Quanto à alegada violação dos artigos 8 e 25 da Convenção Americana (Garantias Judiciais e Proteção
Judicial) e mais especificamente em relação ao procedimento instaurado contra os membros da Comunidade,
considero que os agravos à Comunidade ligados à violação das garantias processuais devidas, originados nos
primeiros passos processuais, na Primeira Instância, poderiam ter sido reparados em outras etapas do mesmo
processo no direito interno.
III. Voto em dissidência.

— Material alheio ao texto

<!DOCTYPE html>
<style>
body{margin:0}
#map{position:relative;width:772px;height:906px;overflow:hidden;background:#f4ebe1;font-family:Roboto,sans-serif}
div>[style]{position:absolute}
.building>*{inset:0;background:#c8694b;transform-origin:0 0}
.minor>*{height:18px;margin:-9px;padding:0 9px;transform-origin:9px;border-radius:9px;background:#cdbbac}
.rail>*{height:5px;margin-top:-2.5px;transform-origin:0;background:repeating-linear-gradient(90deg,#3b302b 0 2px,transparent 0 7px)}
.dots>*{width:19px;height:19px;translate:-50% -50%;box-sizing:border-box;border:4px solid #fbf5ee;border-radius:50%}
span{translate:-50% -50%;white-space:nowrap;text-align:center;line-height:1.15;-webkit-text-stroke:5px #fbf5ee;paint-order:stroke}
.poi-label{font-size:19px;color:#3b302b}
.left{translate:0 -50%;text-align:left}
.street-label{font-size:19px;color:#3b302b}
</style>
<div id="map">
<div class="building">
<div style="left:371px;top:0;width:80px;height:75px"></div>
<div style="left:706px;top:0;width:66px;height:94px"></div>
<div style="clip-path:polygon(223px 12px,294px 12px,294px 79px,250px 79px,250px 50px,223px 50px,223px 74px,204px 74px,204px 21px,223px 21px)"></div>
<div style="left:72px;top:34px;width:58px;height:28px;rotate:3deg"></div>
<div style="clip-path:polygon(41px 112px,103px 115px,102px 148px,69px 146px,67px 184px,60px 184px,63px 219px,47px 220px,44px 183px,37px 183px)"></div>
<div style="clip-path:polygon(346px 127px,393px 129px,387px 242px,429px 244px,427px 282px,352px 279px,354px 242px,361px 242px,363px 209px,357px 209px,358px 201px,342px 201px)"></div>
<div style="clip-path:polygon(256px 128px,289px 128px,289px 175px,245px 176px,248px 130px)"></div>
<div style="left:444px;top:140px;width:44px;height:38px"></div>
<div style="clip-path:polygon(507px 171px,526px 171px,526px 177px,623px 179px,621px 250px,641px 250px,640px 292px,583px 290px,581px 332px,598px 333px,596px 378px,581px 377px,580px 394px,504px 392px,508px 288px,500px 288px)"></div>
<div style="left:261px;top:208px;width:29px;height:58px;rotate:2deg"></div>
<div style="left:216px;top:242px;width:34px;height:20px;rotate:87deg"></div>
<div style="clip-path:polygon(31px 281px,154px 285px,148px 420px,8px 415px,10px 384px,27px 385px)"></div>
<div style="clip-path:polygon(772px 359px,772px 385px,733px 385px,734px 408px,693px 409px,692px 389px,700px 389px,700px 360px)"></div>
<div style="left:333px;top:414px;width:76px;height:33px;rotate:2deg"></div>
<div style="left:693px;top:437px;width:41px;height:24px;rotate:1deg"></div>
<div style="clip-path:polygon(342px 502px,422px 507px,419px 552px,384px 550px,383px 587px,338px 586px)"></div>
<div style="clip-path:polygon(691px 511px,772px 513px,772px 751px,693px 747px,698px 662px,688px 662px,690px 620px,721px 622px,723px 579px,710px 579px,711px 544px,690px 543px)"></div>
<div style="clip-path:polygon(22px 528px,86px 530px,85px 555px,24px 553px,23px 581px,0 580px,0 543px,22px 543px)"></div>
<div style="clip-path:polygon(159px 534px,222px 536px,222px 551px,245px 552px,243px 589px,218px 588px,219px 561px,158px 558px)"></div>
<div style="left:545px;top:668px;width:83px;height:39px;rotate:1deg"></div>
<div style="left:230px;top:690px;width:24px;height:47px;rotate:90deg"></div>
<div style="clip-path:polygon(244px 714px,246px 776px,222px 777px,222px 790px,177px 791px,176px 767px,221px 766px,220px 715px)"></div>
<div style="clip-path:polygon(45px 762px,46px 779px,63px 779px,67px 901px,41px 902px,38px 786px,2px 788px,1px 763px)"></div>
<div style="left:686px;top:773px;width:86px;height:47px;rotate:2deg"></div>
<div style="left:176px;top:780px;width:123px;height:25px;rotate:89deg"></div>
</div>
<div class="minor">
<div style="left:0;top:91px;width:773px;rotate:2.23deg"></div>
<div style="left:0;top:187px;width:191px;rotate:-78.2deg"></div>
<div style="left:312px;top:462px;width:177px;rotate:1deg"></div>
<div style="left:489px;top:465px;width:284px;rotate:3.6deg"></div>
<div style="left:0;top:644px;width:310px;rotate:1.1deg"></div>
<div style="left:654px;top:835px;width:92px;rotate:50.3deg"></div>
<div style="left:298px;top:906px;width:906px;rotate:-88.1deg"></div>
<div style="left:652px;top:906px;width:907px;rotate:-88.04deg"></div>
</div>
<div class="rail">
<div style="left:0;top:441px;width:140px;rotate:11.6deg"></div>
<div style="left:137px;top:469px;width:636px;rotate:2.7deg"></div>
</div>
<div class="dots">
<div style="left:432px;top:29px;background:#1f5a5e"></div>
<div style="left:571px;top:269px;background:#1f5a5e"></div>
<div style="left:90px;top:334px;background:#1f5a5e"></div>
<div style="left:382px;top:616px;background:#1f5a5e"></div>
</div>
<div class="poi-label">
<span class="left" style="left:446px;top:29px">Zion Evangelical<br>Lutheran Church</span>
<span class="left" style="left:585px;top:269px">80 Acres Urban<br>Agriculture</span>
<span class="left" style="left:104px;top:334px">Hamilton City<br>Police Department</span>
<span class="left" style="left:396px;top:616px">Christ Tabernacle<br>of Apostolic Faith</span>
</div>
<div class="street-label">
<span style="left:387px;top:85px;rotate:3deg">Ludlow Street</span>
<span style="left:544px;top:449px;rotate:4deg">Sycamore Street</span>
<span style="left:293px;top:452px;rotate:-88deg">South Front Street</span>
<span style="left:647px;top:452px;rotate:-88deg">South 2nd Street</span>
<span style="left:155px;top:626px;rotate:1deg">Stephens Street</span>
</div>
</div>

Direito à Vida
16.
Quanto à alegada violação do artigo 4.1 da Convenção Americana (Direito à Vida), a demanda da
Comissão Interamericana afirma que o Estado do Paraguai descumpriu, em detrimento da Comunidade Xákmok
Kásek, a obrigação de garantir o direito à vida consagrado no artigo 4.1 da Convenção Americana, em detrimento
de indígenas falecidos devidamente identificados da comunidade, e que o Estado “colocou em situação de risco
permanente todos os membros da comunidade”, afetando o desfrute e gozo de seus direitos humanos
fundamentais ao permanecer a situação de vulnerabilidade da comunidade. O referido artigo 4 da Convenção
estabelece:
Toda pessoa tem o direito de que se respeite sua vida. Esse direito deve estar protegido pela lei e, em geral,
desde o momento da concepção. Ninguém pode ser privado da vida arbitrariamente.
17.
Em relação aos indígenas falecidos, deve ser enfatizado que caso tivesse sido apresentado
oportunamente no direito interno denúncias sobre eventuais negligências que poderiam conduzir a mortes
evitáveis se tivesse sido possível reparar ou, pelo menos, atenuar os males de saúde em questão; essa via teria
permitido investigar violações ao direito à vida, punir os responsáveis e conceder reparação aos familiares das
vítimas. A falta de reparação, em casos provados de negligência de agentes do Estado, poderia ter originado a
responsabilidade interna do Estado do Paraguai.